Medium because impact is conditional on how broadly the bot challenge is scoped across routes.
Restrict bot protection middleware to API, auth, and form-submission routes using an explicit matcher, and leave content pages unprotected at the application layer. If a CDN or edge firewall enforces challenges, allowlist known AI crawler user agents or exclude content-only paths. Update middleware.ts.
export const config = {
matcher: ['/api/:path*', '/auth/:path*'],
}
ID: geo-readiness.ai-crawler-access.no-aggressive-bot-blocking
Severity: medium
What to look for: Count all bot-blocking mechanisms in the codebase: imports of CAPTCHA libraries (reCAPTCHA, hCaptcha, Cloudflare Turnstile), middleware files that inspect user agents, and any "verify you're human" interstitial components. For each mechanism found, determine which routes it applies to — content pages vs. API/auth routes. Bot protection on API routes, auth pages, or form submissions is acceptable and expected.

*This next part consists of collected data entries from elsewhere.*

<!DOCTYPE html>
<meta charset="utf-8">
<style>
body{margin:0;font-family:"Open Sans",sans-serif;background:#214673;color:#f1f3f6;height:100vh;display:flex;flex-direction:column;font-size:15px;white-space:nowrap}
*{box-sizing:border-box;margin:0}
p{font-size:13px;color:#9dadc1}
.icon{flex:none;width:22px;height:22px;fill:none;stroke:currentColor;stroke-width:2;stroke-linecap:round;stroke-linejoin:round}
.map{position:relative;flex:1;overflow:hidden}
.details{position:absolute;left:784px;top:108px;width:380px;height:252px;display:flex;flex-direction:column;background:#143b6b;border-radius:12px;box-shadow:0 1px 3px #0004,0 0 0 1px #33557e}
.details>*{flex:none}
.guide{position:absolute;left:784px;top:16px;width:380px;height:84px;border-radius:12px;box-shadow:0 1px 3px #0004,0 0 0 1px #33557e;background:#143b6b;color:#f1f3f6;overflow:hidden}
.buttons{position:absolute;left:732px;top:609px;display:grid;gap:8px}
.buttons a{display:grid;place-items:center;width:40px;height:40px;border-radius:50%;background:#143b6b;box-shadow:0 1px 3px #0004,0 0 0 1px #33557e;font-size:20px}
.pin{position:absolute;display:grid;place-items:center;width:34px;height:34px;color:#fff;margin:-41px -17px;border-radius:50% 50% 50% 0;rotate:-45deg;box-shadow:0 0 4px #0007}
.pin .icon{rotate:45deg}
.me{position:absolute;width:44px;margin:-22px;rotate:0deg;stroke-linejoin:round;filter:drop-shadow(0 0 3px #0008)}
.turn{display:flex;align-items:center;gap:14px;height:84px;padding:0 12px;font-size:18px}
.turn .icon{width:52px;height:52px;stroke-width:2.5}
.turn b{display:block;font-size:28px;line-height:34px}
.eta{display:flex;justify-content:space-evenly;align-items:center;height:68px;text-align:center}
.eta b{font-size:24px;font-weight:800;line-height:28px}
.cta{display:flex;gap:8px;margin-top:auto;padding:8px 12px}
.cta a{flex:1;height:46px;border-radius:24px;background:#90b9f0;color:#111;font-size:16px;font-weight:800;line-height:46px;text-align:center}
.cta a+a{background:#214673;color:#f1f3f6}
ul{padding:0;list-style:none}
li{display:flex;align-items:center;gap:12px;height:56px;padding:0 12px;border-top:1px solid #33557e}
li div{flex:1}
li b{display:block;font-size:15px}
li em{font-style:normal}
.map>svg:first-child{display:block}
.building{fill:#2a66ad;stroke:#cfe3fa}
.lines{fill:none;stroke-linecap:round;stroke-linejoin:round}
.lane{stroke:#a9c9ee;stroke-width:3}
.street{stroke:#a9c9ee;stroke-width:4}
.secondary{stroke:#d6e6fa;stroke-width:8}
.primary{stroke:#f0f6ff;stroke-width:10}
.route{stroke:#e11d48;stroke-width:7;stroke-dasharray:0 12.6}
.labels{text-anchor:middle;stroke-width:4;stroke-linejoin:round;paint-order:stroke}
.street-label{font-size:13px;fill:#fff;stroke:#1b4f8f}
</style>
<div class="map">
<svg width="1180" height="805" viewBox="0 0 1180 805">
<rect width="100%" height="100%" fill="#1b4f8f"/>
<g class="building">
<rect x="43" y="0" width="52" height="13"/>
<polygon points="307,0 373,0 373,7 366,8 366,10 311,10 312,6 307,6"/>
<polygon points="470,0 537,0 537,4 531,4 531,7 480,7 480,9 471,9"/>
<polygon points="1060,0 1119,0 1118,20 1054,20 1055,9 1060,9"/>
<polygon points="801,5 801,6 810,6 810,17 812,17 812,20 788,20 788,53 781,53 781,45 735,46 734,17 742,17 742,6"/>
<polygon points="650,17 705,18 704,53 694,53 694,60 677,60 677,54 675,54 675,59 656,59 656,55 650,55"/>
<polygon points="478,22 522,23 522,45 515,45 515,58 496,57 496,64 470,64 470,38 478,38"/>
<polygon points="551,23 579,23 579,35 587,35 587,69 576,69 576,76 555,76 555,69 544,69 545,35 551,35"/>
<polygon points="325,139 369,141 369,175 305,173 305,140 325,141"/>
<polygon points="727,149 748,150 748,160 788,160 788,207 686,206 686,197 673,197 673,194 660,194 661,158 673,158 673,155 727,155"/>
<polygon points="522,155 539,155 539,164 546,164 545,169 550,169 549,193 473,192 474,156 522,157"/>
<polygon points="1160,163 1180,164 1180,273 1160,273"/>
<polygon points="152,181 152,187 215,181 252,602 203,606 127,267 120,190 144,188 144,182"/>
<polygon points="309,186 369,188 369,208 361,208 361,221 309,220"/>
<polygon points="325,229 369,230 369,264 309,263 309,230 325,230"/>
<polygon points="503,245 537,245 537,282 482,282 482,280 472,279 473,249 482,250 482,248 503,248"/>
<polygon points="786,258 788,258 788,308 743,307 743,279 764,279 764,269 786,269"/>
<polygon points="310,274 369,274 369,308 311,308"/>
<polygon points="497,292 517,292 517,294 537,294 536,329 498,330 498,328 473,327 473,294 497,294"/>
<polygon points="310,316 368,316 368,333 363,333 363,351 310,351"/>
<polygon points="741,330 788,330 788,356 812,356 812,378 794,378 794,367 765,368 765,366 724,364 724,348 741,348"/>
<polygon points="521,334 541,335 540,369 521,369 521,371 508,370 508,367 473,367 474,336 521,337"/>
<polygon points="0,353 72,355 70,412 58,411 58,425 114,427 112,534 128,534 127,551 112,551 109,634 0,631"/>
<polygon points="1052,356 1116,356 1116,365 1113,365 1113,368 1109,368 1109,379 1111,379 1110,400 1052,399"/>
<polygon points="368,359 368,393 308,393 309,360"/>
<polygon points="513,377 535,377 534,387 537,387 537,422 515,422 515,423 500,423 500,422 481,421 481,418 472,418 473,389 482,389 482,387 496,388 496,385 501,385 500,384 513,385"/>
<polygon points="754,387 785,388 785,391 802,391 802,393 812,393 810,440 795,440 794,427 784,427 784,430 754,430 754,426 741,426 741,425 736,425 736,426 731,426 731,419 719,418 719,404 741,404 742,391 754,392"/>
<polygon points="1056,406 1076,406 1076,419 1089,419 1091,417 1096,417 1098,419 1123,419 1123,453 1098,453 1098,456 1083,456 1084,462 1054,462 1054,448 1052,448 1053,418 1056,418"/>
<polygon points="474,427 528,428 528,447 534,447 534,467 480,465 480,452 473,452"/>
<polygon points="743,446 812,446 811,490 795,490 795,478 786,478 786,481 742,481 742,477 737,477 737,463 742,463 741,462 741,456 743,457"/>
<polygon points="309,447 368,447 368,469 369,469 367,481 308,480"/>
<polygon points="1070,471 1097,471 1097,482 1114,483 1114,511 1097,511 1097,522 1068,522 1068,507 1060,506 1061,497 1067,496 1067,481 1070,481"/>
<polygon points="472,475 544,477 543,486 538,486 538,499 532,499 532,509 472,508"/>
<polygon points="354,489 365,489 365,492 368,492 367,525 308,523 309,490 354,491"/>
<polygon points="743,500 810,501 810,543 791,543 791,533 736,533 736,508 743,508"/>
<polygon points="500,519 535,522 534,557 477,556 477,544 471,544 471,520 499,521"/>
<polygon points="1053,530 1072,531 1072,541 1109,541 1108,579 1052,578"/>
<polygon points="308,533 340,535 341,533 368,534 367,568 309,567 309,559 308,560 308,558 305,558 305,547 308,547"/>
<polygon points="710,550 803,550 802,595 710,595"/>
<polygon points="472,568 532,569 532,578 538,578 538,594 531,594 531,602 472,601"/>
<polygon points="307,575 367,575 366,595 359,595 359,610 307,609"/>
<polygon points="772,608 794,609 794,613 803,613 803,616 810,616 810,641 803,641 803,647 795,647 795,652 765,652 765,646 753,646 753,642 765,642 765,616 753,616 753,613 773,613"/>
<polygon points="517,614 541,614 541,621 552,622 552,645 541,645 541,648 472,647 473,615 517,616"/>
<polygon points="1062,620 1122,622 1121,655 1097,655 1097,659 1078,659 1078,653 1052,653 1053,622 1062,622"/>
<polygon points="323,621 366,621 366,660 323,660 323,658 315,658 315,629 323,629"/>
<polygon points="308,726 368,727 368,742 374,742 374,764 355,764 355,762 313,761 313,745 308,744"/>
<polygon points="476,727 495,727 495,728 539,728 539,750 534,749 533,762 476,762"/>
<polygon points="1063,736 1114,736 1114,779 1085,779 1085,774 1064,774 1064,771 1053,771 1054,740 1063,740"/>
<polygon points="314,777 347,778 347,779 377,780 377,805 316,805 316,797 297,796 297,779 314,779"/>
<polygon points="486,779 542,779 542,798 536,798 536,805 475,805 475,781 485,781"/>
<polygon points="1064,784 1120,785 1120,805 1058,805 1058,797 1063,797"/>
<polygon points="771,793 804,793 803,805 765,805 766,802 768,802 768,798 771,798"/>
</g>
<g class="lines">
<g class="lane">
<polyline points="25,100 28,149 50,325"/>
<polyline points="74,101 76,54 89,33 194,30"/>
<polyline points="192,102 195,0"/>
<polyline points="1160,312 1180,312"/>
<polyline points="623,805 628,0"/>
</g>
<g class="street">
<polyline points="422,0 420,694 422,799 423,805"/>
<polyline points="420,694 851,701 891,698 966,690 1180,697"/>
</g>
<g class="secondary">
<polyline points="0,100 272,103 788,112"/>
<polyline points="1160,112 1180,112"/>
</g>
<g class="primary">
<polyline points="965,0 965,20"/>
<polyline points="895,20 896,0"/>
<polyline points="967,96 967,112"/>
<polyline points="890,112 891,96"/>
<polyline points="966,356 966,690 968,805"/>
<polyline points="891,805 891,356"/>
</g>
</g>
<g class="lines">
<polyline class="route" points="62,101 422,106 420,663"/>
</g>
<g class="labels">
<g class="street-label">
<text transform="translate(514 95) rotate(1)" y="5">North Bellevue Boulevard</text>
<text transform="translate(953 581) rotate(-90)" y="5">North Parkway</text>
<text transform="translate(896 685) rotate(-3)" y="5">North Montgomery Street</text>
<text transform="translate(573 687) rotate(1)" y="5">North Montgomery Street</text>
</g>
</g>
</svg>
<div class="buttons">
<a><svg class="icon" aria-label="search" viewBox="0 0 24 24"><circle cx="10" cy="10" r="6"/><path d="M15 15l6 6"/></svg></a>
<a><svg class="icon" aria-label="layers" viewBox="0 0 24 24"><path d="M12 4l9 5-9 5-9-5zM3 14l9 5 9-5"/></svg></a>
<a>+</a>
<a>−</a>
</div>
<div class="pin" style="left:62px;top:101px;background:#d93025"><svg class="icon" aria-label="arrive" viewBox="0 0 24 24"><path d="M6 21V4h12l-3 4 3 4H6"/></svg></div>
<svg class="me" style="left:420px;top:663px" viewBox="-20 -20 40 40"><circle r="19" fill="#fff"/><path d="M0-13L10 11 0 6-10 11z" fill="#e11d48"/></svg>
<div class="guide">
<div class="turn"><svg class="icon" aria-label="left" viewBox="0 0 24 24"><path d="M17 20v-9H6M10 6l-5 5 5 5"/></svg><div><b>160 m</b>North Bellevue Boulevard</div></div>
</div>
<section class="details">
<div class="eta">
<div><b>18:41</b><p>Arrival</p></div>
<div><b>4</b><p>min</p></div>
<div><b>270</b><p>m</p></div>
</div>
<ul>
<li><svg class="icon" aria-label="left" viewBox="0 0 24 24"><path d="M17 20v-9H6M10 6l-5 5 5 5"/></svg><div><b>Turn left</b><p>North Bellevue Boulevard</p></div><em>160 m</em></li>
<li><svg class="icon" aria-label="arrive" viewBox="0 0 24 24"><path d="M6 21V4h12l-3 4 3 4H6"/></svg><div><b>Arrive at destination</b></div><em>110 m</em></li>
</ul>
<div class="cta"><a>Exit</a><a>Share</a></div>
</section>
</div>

Pass criteria: Count all CAPTCHA, JavaScript challenge, and bot verification mechanisms. The count of such mechanisms on public content pages (homepage, marketing, blog, docs) must be 0. Bot protection scoped only to API routes, auth flows, or form submissions passes. If no bot-blocking code is found in the codebase at all, pass — note that CDN-level configuration (Cloudflare, Vercel) cannot be verified from code alone. Report even on pass: "Found X bot-blocking mechanisms total — 0 apply to public content pages."

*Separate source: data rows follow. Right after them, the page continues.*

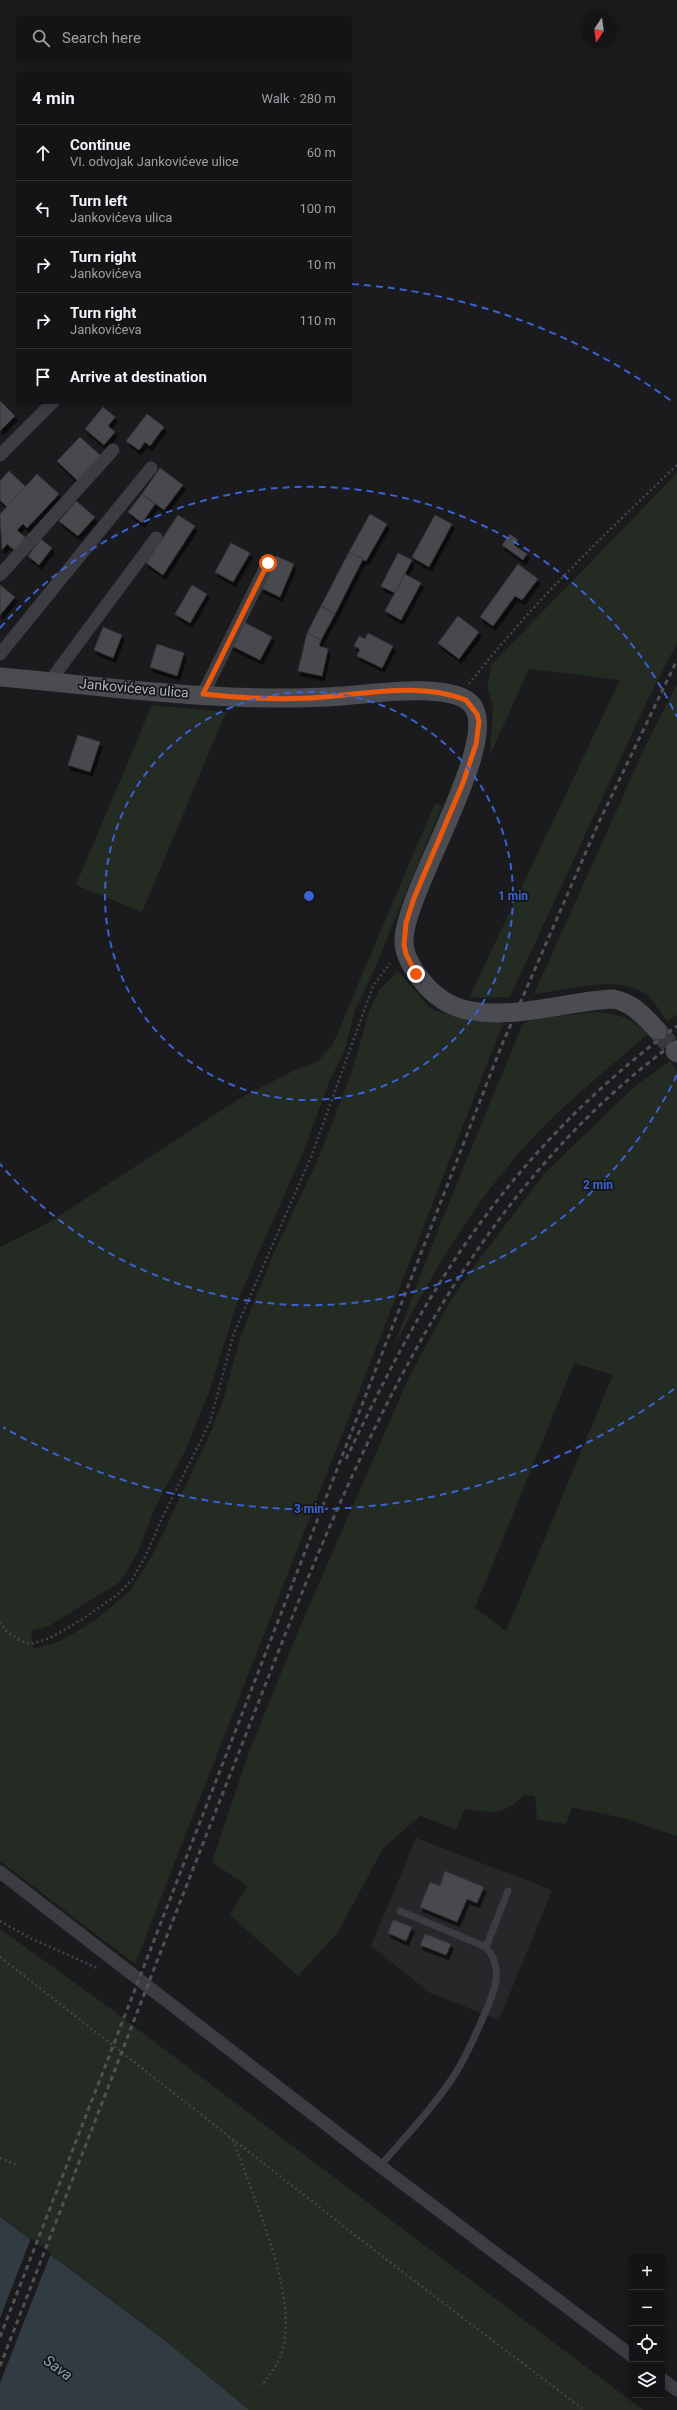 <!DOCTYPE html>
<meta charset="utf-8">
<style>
body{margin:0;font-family:Roboto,sans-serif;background:#1d1d1f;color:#f1f3f6}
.controls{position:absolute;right:12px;bottom:12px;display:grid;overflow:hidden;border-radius:4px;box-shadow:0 2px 10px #0003}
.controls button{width:36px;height:36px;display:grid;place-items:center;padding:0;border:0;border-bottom:1px solid #333335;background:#141416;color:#f1f3f6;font:20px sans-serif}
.compass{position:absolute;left:581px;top:12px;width:36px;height:36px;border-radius:50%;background:#141416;box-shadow:0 2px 10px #0003;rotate:193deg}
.stop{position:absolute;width:12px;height:12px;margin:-9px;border:3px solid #ea580c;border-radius:50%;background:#fff}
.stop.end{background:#ea580c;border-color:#fff;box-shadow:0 1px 4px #0008}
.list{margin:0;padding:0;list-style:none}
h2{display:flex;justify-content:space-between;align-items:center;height:52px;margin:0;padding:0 16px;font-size:17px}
h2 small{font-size:13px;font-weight:400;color:#9d9ea1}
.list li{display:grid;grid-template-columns:26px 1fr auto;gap:12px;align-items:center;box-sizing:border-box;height:56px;padding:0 16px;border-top:1px solid #333335}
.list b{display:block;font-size:15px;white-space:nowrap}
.list p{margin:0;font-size:13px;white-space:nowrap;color:#9d9ea1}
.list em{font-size:13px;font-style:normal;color:#9d9ea1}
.icon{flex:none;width:22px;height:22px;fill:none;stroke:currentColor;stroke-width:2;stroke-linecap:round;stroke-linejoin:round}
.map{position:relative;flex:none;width:677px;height:2410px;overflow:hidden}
.search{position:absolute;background:#141416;box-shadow:0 2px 10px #0003;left:16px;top:16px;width:336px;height:44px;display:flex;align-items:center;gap:10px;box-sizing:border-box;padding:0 14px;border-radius:4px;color:#9d9ea1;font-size:15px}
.panel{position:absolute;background:#141416;box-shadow:0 2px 10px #0003;left:16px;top:72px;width:336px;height:332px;border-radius:4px}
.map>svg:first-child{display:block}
.built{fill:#27272a}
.green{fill:#232b23;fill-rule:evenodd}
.water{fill:#313b41}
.pier{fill:#1b1b1d}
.building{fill:#48494d;stroke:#353539;filter:url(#shadow)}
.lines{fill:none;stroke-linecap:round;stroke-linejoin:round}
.secondary-tunnel{stroke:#38393d;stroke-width:19;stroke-dasharray:19 10;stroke-linecap:butt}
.path{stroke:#424449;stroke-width:2.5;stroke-dasharray:2 3;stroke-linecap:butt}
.lane{stroke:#3c3d42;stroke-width:7}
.street{stroke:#3c3d42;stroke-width:13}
.secondary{stroke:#4a4c52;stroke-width:19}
.rail{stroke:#4f5157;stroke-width:3;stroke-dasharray:5 4;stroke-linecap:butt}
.route{stroke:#ea580c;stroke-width:5}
.ring{fill:none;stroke:#3a62d2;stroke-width:2;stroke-dasharray:7 5}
.labels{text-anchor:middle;stroke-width:3.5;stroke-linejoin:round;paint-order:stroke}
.street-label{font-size:14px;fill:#aeb3bc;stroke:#161618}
.water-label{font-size:15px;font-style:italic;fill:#87a2b5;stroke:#161618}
.centre{fill:#3a62d2;stroke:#161618;stroke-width:2}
.ring-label{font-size:12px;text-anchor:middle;font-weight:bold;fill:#3a62d2;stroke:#161618;stroke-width:3.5;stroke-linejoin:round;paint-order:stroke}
</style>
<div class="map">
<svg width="677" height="2410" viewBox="0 0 677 2410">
<defs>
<filter id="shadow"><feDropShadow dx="2.5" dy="4.5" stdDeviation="0" flood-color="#0009"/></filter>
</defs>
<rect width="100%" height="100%" fill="#1b1b1d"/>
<polygon class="built" points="416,1838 552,1890 499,2020 430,1993 371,1946"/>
<g class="green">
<polygon points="677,473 677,643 649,697 510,997 469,998 620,680 529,669 490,755 493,706 487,688 492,664"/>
<path d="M677,684v331l-10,6c-7,-10 -15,-24 -26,-30 -28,-15 -77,-1 -107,3l112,-249z"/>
<polygon points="152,705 226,712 142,912 76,885"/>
<polygon points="435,803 442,806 372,975 355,1010 344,1052 328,1085 303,1153 239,1297 208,1395 184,1453 155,1508 136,1556 120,1582 49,1626 31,1631 33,1649 61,1641 94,1621 130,1591 154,1552 209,1436 224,1397 239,1342 251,1309 274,1252 320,1155 353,1068 370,1008 380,989 398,971 431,1009 468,1020 504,1021 135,1964 0,1861 0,1247 48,1223 242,1097 293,1071 317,1062 332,1046"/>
<path d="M595,1012c21,2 39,5 52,23 -34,29 -68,57 -100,88 -66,66 -114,147 -156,230l48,-126 84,-204 12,-4z"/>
<path d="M670,1061l7,9v766l-50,-17 -55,-12 -6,17 -29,-5 -2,-23 -11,-1c-21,22 -31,17 -59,14l-9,20 -36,-13 -36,31 -46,85 -40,44 -68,-61 17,-29 -35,-24 37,-110 50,-123 111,-254 38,-70 27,-40 69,-91 90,-87zM574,1363l39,12 -107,256 -31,-23z"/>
<polygon points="0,1929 107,2006 643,2410 249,2410 168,2343 0,2217"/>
</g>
<polygon class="water" points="0,2217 168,2343 249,2410 0,2410"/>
<polygon class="pier" points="31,2238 51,2253 0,2383 0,2318"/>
<g class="building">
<polygon points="0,401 15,416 0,431"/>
<polygon points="103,407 115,417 108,426 115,432 104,445 85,429"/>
<polygon points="147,414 164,427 150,446 145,442 139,450 126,441"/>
<polygon points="80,437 101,456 78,481 57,461"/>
<polygon points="160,468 183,485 164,510 142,494"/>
<polygon points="9,471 26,487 7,507 0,500 0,481"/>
<polygon points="37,474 59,494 27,528 23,524 17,530 27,539 15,551 7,544 2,550 0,514"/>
<polygon points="142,494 155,504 142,523 128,512"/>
<polygon points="76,501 95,517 78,536 59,521"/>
<polygon points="370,514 387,524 366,561 349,552"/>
<polygon points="178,515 195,526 163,575 146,563"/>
<polygon points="435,515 452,524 429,567 412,557"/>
<polygon points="510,534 518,540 514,545 527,554 523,560 502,545"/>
<polygon points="41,539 52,548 39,565 28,556"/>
<polygon points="231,543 250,553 233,582 215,572"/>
<polygon points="349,552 363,559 335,614 321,606"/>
<polygon points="398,553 412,560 395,593 381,586"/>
<polygon points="276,556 294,564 280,597 261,588"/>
<polygon points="518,564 538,579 522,600 515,596 493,626 480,617"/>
<polygon points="405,574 421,583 401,620 385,611"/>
<polygon points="0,585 15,597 0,615"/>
<polygon points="192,585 207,594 190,623 175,614"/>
<polygon points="321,606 335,614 321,640 307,633"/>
<polygon points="458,616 479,632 459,659 438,643"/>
<polygon points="242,621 272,637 260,660 230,645"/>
<polygon points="103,627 122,635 113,658 94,650"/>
<polygon points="307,633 321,640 319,646 328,649 322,676 298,671"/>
<polygon points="368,633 393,646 382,668 357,656 360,649 354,646 359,636 365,639"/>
<polygon points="157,644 184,653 177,676 150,667"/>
<polygon points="78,735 100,742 90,772 68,765"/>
<polygon points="445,1871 484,1887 477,1903 467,1899 457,1922 420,1907 430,1882 440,1886"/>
<polygon points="393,1920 412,1927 406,1941 388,1933"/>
<polygon points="425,1934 451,1944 446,1955 420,1945"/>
</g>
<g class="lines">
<polyline class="secondary-tunnel" points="657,1030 675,1051"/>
<g class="path">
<path d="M469,684c62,-80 135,-149 208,-219"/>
<polyline points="0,1622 6,1631 21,1641 30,1644 50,1638 81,1620 117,1595 132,1580 146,1555 163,1516 210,1422 234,1333 311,1157 373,986 390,963"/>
<polyline points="0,1921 28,1937 97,1968"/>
<polyline points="0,1957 387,2260 584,2410"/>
<path d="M233,2140c19,55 68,159 48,215 -5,12 -12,21 -20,31"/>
<polyline points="0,2158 19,2166"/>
</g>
<g class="lane">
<polyline points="400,1911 486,1947"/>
<path d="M380,2166c26,-30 54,-59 75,-92 11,-17 19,-36 27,-54 11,-26 24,-49 4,-73l22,-56"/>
</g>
<g class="street">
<polyline points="0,455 53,402"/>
<polyline points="0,575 113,450"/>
<polyline points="0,654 151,468"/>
<polyline points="50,681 156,538"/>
<polyline points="203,694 268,563"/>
<polyline points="0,1872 380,2166 632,2356"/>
<polyline points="662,2379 677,2390"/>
</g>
<g class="secondary">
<path d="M0,677c113,10 228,27 342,19 30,-2 101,-13 126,5 42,30 -67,193 -64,242 1,15 10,28 19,39 13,16 29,26 49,29 45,8 96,-10 141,-12 20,4 30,16 44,31"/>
<polyline points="675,1051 677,1053"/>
</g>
<g class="rail">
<path d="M346,1459c27,-56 54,-112 87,-165 63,-105 146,-196 244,-268"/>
<polyline points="0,2337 501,1047 599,822 677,660"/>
<path d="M0,2366c76,-195 151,-391 228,-586 106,-268 206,-562 449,-739"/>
</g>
</g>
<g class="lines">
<path class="route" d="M268,563l-65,131c36,4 73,6 109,4 49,-3 107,-17 154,2l11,14 2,8 -3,22 -13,39 -49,115 -8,25 -2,22 2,9 10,20"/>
</g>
<g class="ring">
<circle cx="309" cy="896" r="204"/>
<path d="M677 1075A409 409 0 0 1 0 1164M0 628A409 409 0 0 1 677 717"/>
<path d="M674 1389A613 613 0 0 1 3 1427M352 284A613 613 0 0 1 674 403"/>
</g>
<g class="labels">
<g class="street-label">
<text transform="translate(134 688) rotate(5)" y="5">Jankovićeva ulica</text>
</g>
<g class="water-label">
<text transform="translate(58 2368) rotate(36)" y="5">Sava</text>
</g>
</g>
<circle cx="309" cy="896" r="6" class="centre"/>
<g class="ring-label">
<text x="513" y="900">1 min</text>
<text x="598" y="1189">2 min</text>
<text x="309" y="1513">3 min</text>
</g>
</svg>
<div class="controls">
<button>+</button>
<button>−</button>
<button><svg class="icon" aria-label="locate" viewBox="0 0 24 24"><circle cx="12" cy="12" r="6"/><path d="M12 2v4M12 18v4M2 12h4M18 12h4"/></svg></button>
<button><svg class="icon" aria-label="layers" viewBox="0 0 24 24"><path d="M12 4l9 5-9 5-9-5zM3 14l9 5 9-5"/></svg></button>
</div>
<svg class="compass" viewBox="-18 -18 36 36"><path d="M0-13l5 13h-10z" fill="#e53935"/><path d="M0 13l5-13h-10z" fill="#9d9ea1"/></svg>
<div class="stop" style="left:268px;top:563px"></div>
<div class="stop end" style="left:416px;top:974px"></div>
<div class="search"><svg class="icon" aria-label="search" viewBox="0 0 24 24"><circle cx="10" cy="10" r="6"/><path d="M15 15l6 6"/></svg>Search here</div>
<section class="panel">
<h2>4 min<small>Walk · 280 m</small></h2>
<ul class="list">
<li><svg class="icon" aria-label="ahead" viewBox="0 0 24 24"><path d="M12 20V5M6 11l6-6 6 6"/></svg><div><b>Continue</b><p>VI. odvojak Jankovićeve ulice</p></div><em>60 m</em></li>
<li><svg class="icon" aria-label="left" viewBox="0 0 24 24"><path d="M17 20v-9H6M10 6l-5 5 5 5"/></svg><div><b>Turn left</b><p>Jankovićeva ulica</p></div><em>100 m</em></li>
<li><svg class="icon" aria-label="right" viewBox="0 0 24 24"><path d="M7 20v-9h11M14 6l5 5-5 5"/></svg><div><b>Turn right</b><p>Jankovićeva</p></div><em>10 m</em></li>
<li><svg class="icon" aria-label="right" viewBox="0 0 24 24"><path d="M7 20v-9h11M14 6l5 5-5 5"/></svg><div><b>Turn right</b><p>Jankovićeva</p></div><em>110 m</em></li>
<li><svg class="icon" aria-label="arrive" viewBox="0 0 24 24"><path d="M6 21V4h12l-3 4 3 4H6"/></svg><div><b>Arrive at destination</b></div></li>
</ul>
</section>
</div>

Fail criteria: At least 1 CAPTCHA or challenge mechanism applies to public content page routes. Middleware that blocks or challenges requests based on user agent string for all routes including content pages. Report: "X bot-blocking mechanisms found on content routes: [list mechanisms and affected routes]".
Skip (N/A) when: Never.
Detail on fail: "Cloudflare Turnstile challenge applied via middleware to all routes including /blog and /docs — AI crawlers cannot access 2 content sections" or "reCAPTCHA gate on homepage prevents automated content access — 1 bot-blocking mechanism on 1 content route"
Remediation: Bot protection should target form submissions and API endpoints, not content pages. Scope your middleware to exclude public content routes:
// middleware.ts — exclude content pages from bot challenges
export const config = {
matcher: ['/api/:path*', '/auth/:path*'], // Only protect API and auth
}
CDN-level bot protection (Cloudflare, Vercel Firewall) should be configured to allow known AI crawler user agents or to skip challenges for content-only pages.